Sandra Ankobiah (18 May 1983) is a Ghanaian lawyer, Managing Partner, SGA Legal, TV host and entrepreneur.

==Education==
Sandra Ankobiah studied international and commercial law, with a specialization in world trade, from the University of Buckingham between 2005 and 2009. She returned to Ghana and studied at the Ghana School of Law from 2010 to 2012. In 2013 she became a Barrister and Solicitor of the Supreme Court of Ghana.

==Career==
Ankobiah is the founder of TV production company, Emerald Paradise Enterprise. She is also the co-founder of SN Media Learning Tree, a provider of practical media training in Accra.

Ankobiah is the CEO of Emerald Energy Company Limited and the Executive Director of a non-profit organisation called The Women's Institute.

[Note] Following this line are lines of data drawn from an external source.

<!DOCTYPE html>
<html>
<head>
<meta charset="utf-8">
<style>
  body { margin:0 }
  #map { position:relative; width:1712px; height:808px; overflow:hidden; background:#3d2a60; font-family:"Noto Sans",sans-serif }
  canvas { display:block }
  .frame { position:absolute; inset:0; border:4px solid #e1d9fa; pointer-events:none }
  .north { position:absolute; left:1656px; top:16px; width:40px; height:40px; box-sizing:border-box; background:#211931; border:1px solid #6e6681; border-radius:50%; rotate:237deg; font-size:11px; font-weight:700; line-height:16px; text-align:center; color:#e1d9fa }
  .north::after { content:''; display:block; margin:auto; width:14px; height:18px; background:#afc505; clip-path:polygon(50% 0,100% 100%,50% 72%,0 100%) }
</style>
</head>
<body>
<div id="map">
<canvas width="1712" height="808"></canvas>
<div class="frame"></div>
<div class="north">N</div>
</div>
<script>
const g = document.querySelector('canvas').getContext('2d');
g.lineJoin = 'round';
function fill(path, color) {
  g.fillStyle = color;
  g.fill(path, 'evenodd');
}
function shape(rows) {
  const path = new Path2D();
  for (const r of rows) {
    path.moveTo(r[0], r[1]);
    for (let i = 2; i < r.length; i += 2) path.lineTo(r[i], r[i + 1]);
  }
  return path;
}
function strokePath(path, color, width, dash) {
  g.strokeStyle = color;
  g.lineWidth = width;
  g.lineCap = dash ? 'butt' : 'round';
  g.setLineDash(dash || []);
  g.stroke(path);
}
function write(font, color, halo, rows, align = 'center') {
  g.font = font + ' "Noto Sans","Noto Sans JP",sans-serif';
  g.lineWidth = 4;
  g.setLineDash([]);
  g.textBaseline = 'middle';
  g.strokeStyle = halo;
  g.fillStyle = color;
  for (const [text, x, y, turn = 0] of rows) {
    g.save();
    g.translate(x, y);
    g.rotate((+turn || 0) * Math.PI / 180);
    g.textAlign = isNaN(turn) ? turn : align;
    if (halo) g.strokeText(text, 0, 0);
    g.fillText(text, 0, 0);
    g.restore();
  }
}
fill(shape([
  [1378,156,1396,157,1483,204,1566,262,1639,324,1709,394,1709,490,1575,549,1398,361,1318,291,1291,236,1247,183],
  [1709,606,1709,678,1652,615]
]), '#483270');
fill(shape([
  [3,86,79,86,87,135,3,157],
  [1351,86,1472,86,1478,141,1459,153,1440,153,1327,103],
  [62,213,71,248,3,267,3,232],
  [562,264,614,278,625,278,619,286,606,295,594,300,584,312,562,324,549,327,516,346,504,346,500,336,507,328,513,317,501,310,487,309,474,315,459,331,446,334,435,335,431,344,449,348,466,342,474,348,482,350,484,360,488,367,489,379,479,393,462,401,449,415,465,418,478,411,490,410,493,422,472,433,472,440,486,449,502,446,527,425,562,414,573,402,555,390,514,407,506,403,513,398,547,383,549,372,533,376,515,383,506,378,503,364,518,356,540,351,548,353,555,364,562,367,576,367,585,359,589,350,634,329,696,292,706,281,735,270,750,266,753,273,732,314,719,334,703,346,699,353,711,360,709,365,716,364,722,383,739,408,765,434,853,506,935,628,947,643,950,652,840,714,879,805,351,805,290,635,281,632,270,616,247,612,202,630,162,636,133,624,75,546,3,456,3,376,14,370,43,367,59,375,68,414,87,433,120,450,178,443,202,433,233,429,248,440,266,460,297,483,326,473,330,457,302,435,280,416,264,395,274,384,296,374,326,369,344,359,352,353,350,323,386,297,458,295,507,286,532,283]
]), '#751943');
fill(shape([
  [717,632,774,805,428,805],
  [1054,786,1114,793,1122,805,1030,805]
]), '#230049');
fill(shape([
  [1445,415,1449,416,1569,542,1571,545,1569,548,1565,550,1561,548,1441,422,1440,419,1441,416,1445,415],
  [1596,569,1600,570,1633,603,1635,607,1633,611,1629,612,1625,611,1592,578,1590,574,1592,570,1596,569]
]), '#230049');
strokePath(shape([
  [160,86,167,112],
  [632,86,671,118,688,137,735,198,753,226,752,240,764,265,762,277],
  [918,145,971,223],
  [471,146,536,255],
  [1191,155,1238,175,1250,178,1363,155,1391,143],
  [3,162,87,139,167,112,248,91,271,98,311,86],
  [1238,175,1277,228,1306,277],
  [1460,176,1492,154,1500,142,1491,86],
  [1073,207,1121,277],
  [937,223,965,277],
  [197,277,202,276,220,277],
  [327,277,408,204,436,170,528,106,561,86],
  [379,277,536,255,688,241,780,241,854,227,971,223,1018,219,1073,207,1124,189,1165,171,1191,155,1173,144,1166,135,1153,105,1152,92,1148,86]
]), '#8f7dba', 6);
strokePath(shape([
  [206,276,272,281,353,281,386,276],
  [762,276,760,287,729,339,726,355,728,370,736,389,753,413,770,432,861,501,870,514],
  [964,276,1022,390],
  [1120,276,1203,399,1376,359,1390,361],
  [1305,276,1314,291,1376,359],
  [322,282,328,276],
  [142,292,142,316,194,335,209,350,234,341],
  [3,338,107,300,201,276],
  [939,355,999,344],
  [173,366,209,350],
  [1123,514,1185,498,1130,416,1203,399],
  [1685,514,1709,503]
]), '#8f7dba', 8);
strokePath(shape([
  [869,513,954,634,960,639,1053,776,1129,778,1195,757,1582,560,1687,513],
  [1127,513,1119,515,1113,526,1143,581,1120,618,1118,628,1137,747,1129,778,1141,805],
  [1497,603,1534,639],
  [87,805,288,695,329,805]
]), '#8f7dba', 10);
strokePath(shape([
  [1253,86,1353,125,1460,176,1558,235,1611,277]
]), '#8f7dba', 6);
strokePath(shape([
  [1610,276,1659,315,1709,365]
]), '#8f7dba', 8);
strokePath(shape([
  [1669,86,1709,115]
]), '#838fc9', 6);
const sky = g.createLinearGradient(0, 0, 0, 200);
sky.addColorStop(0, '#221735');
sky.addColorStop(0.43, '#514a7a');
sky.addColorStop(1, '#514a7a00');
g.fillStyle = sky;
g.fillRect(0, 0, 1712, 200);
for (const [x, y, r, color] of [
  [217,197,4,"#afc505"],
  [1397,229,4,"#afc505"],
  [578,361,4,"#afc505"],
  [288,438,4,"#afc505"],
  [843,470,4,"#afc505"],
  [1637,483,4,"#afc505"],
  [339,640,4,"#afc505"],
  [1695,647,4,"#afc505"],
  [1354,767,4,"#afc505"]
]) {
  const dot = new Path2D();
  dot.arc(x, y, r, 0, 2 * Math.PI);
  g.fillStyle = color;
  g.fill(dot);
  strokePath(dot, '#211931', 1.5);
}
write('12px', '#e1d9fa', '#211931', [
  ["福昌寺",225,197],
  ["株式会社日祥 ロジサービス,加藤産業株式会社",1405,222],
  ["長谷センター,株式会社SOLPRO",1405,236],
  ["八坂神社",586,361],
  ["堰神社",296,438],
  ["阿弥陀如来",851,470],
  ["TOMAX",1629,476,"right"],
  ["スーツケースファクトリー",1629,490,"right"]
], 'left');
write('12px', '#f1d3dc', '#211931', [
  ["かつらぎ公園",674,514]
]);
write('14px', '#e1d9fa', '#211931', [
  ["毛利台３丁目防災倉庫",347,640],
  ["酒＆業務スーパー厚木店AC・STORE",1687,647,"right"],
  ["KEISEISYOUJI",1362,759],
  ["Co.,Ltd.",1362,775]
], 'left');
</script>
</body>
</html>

Ankobiah is the coordinator for The Legal Advocacy Foundation, an organization that aims to raise awareness about basic legal rights and obligations. In 2016, she was appointed by the Ministry of Youth and Sports as an ambassador for women's football in Ghana. Ankobiah is committed to raising funds, increasing awareness and patronage of the women's game. She also organizes education drives and empowerment initiatives for women.